__Task__.
Every line below that holds the string "linecap" must be copied.

[Saved data entries]
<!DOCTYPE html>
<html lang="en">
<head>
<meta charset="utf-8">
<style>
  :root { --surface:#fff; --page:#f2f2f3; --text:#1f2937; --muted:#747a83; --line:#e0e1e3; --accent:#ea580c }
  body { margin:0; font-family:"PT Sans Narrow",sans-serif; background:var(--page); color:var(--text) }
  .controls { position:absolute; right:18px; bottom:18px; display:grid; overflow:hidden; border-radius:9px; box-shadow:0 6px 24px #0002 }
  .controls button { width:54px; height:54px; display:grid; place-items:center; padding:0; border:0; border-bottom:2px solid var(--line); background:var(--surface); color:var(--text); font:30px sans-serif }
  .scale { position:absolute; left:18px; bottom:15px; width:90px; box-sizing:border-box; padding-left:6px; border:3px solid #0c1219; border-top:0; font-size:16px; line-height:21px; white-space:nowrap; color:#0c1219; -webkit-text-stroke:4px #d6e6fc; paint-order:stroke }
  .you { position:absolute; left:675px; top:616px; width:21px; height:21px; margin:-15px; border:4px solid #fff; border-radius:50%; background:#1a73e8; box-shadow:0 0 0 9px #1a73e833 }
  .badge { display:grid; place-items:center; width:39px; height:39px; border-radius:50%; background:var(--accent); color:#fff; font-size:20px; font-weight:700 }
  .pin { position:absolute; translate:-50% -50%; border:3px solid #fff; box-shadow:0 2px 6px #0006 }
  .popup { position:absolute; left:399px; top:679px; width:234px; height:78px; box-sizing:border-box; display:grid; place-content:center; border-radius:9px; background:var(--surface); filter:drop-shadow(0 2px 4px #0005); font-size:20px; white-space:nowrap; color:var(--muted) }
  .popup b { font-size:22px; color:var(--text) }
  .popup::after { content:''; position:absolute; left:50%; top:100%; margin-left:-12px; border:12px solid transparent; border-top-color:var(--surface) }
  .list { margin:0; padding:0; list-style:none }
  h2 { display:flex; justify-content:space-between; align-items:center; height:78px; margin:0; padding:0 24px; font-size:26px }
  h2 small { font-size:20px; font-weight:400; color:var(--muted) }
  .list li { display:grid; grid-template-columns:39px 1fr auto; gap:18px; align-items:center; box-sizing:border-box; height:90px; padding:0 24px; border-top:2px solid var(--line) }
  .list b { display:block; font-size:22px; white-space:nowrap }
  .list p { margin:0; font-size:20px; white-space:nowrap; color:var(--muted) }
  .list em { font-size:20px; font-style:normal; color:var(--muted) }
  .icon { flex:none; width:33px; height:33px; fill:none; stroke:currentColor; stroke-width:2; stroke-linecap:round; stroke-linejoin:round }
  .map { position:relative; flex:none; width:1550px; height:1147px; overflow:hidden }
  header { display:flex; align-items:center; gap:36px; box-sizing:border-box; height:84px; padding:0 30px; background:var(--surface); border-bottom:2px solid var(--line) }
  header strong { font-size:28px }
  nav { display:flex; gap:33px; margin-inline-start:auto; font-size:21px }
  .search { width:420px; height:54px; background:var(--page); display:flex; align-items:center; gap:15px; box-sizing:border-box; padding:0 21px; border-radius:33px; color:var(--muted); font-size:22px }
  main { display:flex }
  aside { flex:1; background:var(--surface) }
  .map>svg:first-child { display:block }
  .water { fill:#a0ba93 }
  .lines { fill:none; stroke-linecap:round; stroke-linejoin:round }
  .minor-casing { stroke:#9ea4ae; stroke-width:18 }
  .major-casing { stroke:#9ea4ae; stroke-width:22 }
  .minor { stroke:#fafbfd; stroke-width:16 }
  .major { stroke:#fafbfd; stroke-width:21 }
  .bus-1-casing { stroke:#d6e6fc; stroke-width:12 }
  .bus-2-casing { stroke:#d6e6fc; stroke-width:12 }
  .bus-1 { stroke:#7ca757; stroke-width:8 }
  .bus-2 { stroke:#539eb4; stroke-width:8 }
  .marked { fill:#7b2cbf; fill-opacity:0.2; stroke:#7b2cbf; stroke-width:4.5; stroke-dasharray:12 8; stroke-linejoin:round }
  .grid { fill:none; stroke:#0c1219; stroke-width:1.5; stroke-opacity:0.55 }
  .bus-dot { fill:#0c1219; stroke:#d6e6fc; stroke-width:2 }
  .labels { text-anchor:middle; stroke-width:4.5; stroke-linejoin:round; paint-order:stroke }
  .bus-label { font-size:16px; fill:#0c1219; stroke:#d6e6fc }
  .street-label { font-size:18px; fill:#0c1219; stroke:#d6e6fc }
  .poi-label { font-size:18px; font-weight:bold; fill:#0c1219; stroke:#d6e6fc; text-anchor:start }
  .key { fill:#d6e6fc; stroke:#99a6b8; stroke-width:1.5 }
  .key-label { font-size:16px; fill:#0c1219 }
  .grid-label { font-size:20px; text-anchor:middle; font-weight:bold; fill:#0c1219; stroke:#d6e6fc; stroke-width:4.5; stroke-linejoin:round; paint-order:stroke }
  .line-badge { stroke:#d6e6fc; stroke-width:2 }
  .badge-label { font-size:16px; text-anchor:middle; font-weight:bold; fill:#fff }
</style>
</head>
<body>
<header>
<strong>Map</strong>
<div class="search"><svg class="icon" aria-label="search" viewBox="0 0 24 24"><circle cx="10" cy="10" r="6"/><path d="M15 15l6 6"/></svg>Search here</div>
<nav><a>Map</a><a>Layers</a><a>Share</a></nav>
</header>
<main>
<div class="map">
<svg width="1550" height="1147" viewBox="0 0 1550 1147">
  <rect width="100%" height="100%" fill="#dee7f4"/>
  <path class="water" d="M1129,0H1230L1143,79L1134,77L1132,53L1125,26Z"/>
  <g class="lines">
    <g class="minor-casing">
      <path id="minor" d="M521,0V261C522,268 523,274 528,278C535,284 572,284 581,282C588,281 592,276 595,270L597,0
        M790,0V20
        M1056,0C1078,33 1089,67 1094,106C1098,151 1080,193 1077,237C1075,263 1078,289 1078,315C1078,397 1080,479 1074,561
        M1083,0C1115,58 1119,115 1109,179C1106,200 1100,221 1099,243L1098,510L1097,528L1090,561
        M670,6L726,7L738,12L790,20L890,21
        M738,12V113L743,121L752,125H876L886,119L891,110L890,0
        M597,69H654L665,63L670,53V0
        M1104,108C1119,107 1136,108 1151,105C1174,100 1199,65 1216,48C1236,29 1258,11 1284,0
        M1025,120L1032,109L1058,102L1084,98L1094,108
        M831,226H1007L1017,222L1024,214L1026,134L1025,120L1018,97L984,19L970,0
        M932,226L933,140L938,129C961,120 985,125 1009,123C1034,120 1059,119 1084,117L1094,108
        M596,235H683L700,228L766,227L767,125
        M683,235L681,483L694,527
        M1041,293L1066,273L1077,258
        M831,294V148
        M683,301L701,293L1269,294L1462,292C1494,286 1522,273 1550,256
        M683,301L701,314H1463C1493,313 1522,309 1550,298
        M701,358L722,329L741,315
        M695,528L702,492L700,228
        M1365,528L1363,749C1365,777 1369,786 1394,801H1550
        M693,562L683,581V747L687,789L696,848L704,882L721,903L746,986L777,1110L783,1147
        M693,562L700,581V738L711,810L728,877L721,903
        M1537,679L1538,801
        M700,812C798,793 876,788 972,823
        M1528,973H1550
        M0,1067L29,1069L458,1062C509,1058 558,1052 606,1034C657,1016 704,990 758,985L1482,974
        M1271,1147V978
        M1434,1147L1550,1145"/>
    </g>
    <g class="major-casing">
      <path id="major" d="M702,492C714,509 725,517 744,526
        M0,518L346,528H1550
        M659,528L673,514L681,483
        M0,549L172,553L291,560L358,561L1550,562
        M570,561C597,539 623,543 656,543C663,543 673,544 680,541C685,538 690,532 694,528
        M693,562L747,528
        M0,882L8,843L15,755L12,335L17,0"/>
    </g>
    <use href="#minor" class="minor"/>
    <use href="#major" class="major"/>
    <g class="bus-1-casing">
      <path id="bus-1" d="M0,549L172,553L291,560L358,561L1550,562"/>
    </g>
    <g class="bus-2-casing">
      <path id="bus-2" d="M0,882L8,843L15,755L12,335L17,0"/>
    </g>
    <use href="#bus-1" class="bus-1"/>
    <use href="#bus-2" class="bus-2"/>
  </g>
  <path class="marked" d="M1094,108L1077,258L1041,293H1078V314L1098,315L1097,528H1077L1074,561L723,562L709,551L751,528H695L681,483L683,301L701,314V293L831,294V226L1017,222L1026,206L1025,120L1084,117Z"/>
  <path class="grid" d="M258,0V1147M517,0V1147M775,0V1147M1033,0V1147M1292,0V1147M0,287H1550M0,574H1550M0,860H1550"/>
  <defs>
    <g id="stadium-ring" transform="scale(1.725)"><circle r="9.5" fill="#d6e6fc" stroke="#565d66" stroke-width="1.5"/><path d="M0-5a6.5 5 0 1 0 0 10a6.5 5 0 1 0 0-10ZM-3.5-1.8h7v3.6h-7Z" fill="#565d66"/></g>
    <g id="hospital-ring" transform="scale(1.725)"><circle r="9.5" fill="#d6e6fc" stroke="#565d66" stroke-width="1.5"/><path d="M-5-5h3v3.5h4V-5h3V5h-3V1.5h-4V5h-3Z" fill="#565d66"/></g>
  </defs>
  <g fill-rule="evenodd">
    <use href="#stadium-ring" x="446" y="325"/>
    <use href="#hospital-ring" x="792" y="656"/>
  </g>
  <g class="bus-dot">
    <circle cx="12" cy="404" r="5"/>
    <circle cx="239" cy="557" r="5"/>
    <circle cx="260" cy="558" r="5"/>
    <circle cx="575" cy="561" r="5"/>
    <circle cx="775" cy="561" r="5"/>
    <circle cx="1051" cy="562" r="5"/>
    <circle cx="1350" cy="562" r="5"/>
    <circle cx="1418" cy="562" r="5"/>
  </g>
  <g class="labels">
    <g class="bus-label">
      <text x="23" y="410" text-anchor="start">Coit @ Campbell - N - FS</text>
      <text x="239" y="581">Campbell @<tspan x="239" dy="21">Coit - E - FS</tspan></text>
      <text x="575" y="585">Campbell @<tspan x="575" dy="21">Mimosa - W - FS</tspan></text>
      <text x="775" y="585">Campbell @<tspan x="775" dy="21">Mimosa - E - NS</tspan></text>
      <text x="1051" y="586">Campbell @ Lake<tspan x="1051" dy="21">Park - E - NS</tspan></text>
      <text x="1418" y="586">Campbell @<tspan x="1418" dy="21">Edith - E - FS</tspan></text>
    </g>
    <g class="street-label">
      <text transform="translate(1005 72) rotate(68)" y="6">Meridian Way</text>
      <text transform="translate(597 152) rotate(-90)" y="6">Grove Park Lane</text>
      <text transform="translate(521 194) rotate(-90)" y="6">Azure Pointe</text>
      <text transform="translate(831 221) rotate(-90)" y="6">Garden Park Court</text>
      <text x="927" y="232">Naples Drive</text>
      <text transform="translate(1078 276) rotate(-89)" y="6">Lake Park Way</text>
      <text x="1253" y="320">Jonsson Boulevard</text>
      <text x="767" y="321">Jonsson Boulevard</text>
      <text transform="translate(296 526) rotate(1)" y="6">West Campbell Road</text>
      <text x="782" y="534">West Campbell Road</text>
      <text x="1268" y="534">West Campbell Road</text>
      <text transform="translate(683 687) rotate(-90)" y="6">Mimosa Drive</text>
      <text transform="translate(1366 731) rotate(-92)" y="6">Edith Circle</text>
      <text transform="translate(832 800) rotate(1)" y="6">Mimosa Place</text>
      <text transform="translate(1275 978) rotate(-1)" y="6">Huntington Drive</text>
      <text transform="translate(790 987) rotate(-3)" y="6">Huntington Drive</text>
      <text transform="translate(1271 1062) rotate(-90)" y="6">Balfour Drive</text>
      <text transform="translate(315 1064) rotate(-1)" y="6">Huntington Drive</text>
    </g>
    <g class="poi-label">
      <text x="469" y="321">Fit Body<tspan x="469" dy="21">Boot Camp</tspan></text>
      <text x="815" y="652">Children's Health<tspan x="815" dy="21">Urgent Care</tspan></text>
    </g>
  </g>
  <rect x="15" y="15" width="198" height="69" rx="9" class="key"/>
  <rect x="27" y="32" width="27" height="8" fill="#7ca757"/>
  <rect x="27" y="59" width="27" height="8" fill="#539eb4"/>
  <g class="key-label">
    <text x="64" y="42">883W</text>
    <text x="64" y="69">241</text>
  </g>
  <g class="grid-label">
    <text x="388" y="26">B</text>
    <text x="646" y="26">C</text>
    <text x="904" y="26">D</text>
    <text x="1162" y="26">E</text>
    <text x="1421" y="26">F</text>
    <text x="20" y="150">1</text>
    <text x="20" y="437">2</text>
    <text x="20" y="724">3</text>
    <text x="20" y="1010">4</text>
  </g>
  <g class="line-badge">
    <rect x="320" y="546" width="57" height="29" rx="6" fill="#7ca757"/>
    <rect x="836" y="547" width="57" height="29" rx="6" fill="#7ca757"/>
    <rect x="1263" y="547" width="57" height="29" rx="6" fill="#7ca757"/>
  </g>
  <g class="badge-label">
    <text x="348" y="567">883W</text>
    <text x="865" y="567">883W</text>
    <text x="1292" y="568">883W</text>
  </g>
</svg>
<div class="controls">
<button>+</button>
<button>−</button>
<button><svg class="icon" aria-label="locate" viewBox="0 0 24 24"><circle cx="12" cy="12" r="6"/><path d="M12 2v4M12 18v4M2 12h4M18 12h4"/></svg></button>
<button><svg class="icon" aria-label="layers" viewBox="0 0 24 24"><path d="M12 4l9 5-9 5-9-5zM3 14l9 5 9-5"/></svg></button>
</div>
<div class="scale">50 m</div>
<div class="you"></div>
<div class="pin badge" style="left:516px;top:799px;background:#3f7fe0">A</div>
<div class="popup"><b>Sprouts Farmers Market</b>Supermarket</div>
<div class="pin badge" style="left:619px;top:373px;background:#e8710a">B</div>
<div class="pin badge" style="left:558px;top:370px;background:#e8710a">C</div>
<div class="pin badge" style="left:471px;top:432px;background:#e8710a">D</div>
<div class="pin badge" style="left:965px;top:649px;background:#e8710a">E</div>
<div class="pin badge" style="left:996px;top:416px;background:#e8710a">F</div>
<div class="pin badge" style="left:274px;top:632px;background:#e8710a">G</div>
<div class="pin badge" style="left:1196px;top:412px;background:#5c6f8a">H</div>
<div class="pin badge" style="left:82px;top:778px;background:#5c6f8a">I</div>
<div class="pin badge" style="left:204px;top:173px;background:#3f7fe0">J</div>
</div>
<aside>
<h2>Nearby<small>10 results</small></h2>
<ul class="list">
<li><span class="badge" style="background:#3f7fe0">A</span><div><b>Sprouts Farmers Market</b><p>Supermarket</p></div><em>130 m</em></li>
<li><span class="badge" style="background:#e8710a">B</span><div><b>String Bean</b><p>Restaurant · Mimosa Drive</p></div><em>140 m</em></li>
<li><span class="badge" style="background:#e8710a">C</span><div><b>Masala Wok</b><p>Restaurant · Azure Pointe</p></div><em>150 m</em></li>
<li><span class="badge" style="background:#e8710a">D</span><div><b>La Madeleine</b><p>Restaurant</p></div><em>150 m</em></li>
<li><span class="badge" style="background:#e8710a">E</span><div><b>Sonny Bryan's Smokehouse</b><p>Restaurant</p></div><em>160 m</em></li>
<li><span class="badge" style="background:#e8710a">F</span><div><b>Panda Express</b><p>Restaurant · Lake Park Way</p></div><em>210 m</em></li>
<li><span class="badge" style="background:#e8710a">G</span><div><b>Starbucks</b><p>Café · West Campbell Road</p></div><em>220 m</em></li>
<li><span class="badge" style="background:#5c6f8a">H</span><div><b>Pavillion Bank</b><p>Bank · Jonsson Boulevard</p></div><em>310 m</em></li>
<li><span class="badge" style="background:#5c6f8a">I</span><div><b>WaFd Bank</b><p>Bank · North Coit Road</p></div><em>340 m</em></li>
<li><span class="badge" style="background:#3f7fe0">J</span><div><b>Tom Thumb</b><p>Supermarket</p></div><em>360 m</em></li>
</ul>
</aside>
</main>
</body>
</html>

__Solved exercise__.
  .icon { flex:none; width:33px; height:33px; fill:none; stroke:currentColor; stroke-width:2; stroke-linecap:round; stroke-linejoin:round }
  .lines { fill:none; stroke-linecap:round; stroke-linejoin:round }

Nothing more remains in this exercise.